■ Task to carry out ■
The first line of the entries and each line after it, through the one that contains "2px #644d3c) drop-shadow(0", are to be duplicated exactly; no picture belongs in the copy.

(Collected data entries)
-=-=-
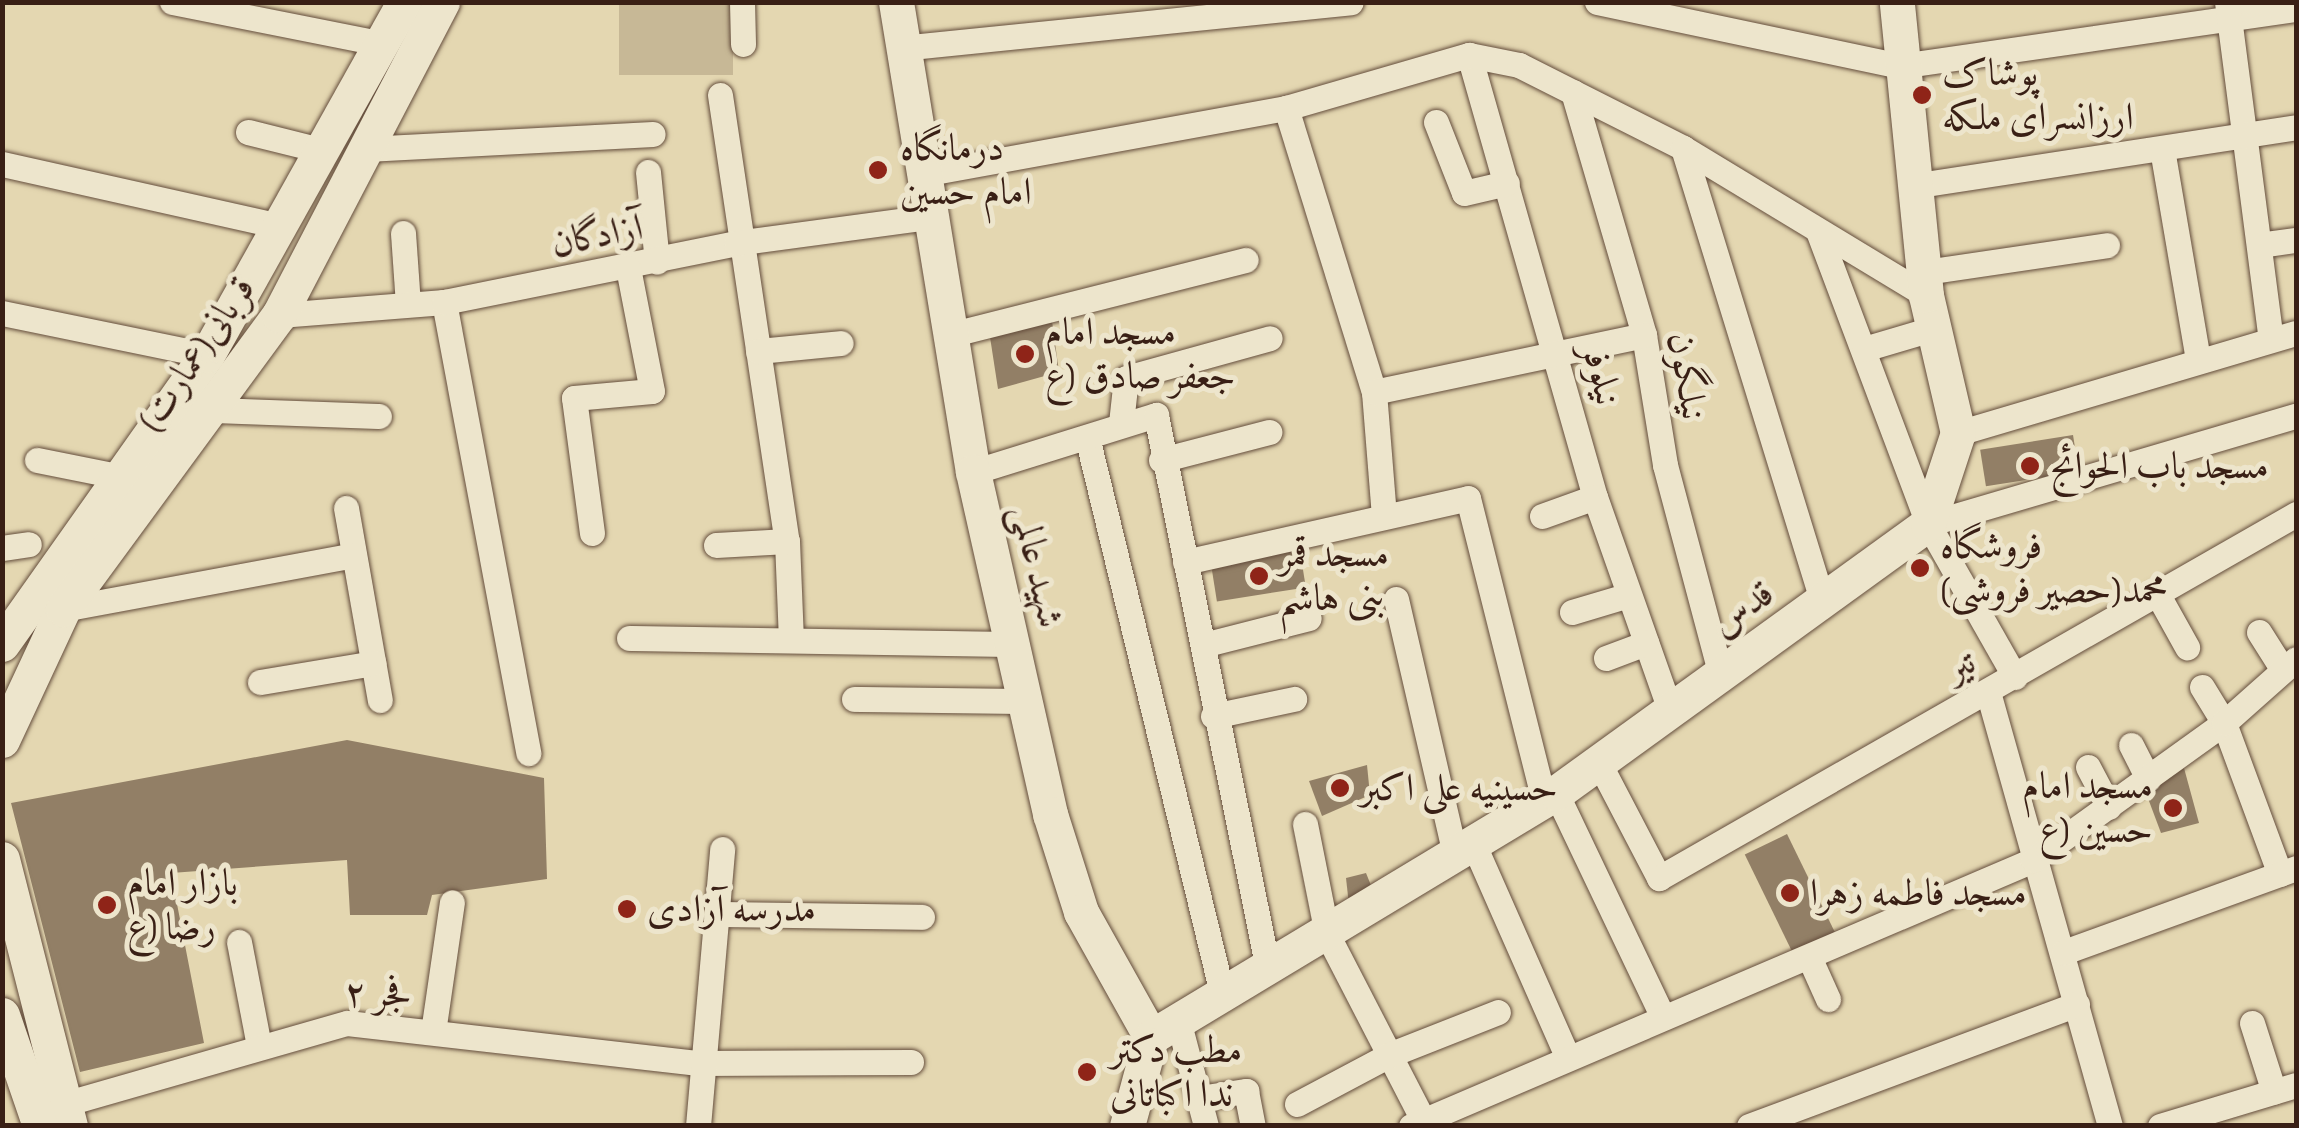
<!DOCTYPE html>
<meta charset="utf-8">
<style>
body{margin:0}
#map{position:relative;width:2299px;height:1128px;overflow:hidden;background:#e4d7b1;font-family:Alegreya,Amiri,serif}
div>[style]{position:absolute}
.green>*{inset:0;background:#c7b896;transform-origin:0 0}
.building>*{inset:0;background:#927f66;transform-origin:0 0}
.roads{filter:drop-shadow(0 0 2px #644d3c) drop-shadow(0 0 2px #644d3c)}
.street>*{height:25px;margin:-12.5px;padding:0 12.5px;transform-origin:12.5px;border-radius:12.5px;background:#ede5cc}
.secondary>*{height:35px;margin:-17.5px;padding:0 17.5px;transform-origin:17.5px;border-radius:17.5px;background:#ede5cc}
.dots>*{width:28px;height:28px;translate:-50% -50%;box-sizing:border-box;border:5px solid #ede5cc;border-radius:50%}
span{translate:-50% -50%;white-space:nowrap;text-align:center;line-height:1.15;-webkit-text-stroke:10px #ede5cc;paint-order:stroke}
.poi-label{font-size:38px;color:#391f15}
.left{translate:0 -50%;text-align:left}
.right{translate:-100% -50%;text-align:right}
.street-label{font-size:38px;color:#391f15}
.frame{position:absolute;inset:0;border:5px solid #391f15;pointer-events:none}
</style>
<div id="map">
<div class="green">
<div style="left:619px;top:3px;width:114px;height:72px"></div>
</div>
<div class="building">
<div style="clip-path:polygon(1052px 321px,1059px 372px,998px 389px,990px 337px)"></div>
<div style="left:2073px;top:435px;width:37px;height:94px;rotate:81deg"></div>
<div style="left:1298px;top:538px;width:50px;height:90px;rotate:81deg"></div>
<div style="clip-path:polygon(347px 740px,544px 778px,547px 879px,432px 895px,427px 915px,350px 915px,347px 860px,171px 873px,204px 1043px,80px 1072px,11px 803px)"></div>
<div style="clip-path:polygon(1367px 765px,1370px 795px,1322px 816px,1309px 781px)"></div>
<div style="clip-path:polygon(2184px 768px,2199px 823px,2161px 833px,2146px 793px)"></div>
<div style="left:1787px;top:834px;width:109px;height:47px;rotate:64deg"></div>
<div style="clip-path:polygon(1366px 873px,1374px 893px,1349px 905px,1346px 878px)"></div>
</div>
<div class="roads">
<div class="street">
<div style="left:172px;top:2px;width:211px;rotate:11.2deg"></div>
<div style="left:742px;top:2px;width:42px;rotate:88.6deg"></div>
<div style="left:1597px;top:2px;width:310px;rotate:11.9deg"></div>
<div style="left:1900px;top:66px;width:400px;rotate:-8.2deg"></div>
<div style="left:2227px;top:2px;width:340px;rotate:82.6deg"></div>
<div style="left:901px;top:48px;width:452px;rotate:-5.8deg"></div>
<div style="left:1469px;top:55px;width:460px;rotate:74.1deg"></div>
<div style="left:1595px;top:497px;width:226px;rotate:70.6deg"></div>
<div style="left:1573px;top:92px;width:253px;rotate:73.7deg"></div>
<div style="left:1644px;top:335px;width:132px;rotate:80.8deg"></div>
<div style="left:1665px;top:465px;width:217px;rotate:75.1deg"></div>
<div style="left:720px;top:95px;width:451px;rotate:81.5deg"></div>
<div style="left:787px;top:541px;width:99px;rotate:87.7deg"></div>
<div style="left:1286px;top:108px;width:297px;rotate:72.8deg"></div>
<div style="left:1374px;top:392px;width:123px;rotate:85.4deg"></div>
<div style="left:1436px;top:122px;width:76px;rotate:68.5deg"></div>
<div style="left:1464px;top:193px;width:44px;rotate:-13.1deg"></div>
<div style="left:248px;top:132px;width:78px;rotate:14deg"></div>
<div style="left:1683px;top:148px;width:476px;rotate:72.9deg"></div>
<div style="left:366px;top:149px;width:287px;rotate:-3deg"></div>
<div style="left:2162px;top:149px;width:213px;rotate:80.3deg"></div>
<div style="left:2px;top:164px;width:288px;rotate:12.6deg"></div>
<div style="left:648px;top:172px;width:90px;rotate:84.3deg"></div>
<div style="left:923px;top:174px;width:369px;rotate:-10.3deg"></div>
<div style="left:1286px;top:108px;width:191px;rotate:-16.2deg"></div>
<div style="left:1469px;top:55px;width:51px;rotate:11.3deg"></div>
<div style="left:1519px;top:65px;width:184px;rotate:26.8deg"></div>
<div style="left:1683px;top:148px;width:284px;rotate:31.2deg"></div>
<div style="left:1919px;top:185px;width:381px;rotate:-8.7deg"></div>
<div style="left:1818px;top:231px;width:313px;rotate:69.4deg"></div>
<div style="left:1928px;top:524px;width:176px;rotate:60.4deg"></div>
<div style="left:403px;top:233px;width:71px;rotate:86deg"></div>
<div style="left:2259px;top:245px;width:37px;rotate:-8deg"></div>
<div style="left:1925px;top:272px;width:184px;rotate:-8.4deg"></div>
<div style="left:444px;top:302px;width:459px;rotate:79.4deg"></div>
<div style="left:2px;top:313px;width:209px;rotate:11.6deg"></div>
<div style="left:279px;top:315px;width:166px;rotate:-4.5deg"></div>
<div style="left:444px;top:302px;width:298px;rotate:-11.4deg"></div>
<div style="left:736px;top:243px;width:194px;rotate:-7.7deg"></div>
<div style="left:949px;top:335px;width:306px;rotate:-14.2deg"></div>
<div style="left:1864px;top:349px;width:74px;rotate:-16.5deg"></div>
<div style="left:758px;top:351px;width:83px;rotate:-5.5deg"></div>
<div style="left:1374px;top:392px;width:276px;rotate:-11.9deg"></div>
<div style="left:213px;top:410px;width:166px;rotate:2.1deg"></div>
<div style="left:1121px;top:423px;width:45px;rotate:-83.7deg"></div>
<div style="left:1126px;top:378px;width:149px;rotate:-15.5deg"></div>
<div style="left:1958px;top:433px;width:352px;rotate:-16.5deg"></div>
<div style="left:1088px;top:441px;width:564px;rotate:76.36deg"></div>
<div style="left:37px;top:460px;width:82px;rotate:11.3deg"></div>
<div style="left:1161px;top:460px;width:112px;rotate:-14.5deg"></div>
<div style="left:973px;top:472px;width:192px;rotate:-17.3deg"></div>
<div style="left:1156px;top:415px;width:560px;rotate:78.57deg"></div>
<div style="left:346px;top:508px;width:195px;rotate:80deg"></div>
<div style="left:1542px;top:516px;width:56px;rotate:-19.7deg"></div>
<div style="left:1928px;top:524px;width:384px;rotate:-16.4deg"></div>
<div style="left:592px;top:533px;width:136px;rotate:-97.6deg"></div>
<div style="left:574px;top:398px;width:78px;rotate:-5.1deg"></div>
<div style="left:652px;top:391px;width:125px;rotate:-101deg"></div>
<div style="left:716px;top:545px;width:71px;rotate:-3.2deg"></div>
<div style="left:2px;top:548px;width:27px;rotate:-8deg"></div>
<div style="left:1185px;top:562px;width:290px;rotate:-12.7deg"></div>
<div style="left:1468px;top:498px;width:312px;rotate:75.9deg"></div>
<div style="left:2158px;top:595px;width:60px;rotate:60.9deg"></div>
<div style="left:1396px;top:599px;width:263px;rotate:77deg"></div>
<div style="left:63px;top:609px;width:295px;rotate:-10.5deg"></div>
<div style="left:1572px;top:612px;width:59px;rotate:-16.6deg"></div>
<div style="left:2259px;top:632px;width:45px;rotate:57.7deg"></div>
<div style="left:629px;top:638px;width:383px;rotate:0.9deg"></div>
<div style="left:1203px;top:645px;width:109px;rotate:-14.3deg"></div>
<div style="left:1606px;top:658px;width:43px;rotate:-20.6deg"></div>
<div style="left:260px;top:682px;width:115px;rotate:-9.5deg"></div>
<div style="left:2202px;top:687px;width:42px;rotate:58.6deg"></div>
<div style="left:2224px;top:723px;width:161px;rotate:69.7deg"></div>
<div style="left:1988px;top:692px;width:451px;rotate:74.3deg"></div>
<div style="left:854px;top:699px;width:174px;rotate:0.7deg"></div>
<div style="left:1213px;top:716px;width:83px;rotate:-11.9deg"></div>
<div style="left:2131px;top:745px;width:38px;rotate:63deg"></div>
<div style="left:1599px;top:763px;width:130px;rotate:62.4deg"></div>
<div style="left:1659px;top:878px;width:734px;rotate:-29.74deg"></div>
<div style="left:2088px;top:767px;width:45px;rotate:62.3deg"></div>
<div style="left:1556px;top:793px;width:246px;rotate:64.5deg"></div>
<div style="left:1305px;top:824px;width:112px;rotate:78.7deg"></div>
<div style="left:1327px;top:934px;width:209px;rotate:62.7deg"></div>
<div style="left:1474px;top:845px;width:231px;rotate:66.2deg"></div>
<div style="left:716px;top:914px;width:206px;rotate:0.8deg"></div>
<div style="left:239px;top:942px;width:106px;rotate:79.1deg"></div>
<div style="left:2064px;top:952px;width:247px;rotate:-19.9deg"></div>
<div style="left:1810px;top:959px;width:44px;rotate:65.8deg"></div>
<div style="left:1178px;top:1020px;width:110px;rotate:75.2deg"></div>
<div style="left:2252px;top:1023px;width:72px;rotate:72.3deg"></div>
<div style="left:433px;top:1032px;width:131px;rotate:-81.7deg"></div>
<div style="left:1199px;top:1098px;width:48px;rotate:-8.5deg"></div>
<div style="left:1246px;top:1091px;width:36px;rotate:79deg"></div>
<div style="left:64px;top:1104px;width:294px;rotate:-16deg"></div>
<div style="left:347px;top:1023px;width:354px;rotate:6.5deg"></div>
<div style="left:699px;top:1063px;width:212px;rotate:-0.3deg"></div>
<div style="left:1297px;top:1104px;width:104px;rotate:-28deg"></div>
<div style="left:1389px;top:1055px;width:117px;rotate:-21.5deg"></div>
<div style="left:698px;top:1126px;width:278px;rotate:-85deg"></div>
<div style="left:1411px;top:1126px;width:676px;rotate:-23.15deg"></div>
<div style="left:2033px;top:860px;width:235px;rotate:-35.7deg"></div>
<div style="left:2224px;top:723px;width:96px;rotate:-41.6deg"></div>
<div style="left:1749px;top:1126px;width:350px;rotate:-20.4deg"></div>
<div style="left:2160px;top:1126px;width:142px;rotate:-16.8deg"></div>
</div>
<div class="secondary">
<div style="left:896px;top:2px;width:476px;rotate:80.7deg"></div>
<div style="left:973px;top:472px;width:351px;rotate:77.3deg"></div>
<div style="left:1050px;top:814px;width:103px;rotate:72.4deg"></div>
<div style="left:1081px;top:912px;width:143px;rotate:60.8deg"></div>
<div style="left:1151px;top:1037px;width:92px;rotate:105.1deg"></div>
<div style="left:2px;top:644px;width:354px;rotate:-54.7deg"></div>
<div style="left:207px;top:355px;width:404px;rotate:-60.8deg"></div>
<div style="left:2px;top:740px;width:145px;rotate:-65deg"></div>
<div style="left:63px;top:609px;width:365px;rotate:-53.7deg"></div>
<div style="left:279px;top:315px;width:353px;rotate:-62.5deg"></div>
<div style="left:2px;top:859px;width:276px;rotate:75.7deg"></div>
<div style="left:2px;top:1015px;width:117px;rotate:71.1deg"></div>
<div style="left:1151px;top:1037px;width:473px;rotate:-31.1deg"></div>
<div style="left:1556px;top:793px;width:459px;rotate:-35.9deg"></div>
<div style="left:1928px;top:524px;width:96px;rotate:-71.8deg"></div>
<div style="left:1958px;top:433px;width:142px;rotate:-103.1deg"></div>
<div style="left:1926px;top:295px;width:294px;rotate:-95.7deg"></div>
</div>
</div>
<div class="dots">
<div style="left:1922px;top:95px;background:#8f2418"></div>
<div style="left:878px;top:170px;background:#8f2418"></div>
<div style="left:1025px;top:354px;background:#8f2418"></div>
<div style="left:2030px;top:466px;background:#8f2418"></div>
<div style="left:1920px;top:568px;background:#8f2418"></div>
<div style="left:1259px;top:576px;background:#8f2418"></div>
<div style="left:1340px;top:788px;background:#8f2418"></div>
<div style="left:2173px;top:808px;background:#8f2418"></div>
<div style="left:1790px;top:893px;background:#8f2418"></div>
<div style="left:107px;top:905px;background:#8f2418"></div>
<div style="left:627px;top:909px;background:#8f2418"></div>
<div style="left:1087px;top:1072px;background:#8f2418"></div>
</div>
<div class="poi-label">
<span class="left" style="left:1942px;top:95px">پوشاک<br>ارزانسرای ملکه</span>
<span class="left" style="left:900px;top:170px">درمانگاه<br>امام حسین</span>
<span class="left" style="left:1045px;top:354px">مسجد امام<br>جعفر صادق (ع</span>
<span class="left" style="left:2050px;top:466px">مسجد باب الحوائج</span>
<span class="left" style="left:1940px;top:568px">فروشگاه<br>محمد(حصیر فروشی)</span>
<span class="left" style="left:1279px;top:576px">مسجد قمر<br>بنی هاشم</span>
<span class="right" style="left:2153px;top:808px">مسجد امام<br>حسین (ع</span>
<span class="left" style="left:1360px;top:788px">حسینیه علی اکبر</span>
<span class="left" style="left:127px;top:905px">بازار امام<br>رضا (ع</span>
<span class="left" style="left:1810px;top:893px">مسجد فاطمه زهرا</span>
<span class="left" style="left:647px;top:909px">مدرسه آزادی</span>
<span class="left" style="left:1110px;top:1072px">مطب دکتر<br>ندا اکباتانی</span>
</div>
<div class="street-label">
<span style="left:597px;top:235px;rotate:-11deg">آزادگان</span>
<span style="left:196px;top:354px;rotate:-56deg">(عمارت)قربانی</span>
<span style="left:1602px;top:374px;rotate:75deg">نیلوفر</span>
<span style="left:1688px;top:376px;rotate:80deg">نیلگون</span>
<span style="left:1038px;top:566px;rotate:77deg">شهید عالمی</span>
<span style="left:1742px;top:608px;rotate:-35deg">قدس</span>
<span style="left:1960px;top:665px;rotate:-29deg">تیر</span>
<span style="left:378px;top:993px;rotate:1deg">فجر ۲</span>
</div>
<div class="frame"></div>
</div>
-=-=-
■ Output ■
<!DOCTYPE html>
<meta charset="utf-8">
<style>
body{margin:0}
#map{position:relative;width:2299px;height:1128px;overflow:hidden;background:#e4d7b1;font-family:Alegreya,Amiri,serif}
div>[style]{position:absolute}
.green>*{inset:0;background:#c7b896;transform-origin:0 0}
.building>*{inset:0;background:#927f66;transform-origin:0 0}
.roads{filter:drop-shadow(0 0 2px #644d3c) drop-shadow(0 0 2px #644d3c)}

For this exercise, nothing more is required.